Childe, allongé sur un brancard où il se remettait de ses blessures, tourna le regard vers elle.
— Vous nous quittez ?
— Exactement.
— Vous me décevez.
— Soit. Mais je me tire quand même.
Childe se passa la main sur le front, en effleurant les contours du bout des doigts du nouveau gantelet d’acier que Trintignant y avait fixé.
— Si quelqu’un doit abandonner, Hirz, ce n’est surtout pas vous. Vous êtes sortie de la Flèche sans une égratignure. Alors que nous…
— Merci bien, je viens de manger.
Trintignant leva son masque d’argent vers elle.
— Voila une remarque totalement injustifiée. J’admets que les pièces de rechange que j’ai fabriquées ici relèvent d’une esthétique[2] un peu brute mais, d’un point de vue strictement fonctionnel, elles sont inégalables.
Et il plia sa propre jambe artificielle, comme pour appuyer sa démonstration.

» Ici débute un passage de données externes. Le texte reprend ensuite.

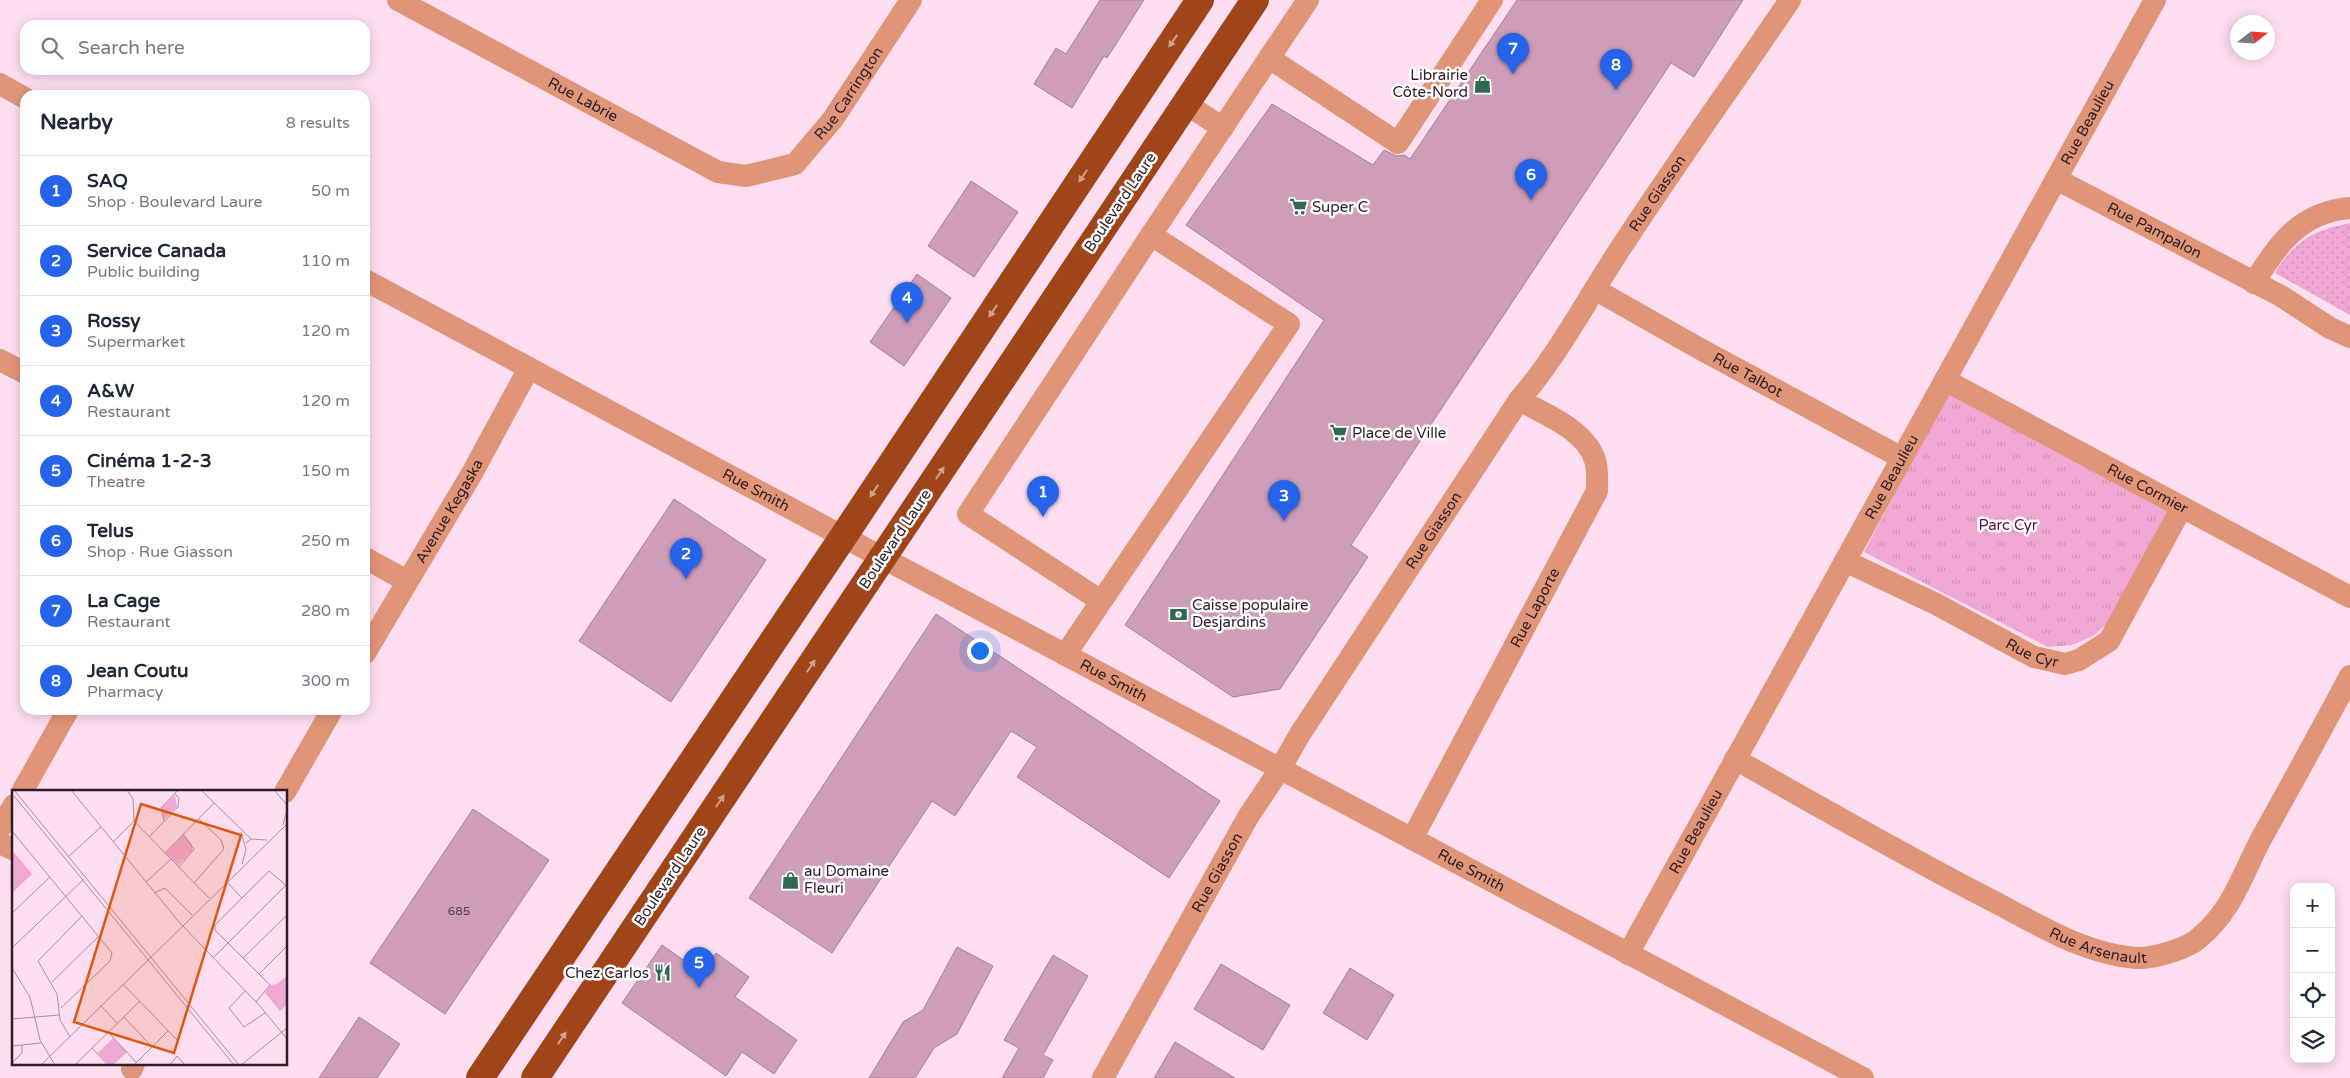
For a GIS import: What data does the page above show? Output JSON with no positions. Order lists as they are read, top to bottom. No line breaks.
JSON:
{"streets":{"highway":["Boulevard Laure"],"street":["Rue Carrington","Rue Labrie","Rue Beaulieu","Rue Giasson","Rue Pampalon","Rue Talbot","Rue Cormier","Rue Smith","Avenue Kegaska","Rue Laporte","Rue Cyr","Rue Arsenault"]},"crossings":[["Rue Carrington","Rue Labrie"],["Rue Beaulieu","Rue Pampalon"],["Rue Beaulieu","Rue Talbot"],["Rue Beaulieu","Rue Cormier"],["Rue Beaulieu","Rue Smith"],["Rue Beaulieu","Rue Cyr"],["Rue Beaulieu","Rue Arsenault"],["Rue Giasson","Rue Talbot"],["Rue Giasson","Rue Smith"],["Rue Giasson","Rue Laporte"],["Boulevard Laure","Rue Smith"],["Rue Cormier","Rue Cyr"],["Rue Smith","Avenue Kegaska"],["Rue Smith","Rue Laporte"]],"parks":["Parc Cyr"],"places":{"shop":["Librairie Côte-Nord","au Domaine Fleuri"],"supermarket":["Super C","Place de Ville"],"bank":["Caisse populaire Desjardins"],"restaurant":["Chez Carlos"]},"house_numbers":["685"],"north":"right","page":{"search":"Search here","pins":["7","8","6","4","1","3","2","5"],"heading":["Nearby","8 results"],"list":[{"mark":"1","name":"SAQ","note":"Shop · Boulevard Laure","value":"50 m"},{"mark":"2","name":"Service Canada","note":"Public building","value":"110 m"},{"mark":"3","name":"Rossy","note":"Supermarket","value":"120 m"},{"mark":"4","name":"A&W","note":"Restaurant","value":"120 m"},{"mark":"5","name":"Cinéma 1-2-3","note":"Theatre","value":"150 m"},{"mark":"6","name":"Telus","note":"Shop · Rue Giasson","value":"250 m"},{"mark":"7","name":"La Cage","note":"Restaurant","value":"280 m"},{"mark":"8","name":"Jean Coutu","note":"Pharmacy","value":"300 m"}],"map_buttons":["+","−"]}}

C’était une jambe de rechange, pas le vieux membre que nous nous serions contentés de récupérer et de réparer pour le remettre en place. Hirz – qui avait ramassé autant de morceaux que possible – n’avait pas trouvé la partie manquante de Trintignant. Nous avions fouillé les alentours de la Flèche, où nous avions trouvé les quatre quartiers de Forqueray, sans trouver de morceau du docteur de quelque taille que ce fût. La Flèche nous avait laissé emporter le bras de Forqueray après le lui avoir coupé, mais elle semblait avoir décidé de s’approprier les objets métalliques.
Je me levai de mon brancard pour tester comment ma nouvelle jambe soutenait mon poids. Impossible de nier la qualité du travail de Trintignant. La prothèse s’était si parfaitement connectée à mon système nerveux que j’avais déjà accepté la jambe comme faisant partie de mon schéma corporel. Lorsque je marchais, c’était avec une infime claudication qui disparaîtrait sûrement quand je me serais totalement habitué à mon membre artificiel.
— Je pourrais aussi vous ôter l’autre, dit la voix chantante de Trintignant, qui se frottait les mains. Votre équilibre neurologique serait parfait. Voulez-vous…
— Vous en mourez d’envie, hein ?
— Je vous concède que l’asymétrie m’a toujours offensé.
Je tâtai mon autre jambe ; chair et sang me paraissaient si vulnérables à présent, si peu susceptibles de durer jusqu’à la fin de notre expédition.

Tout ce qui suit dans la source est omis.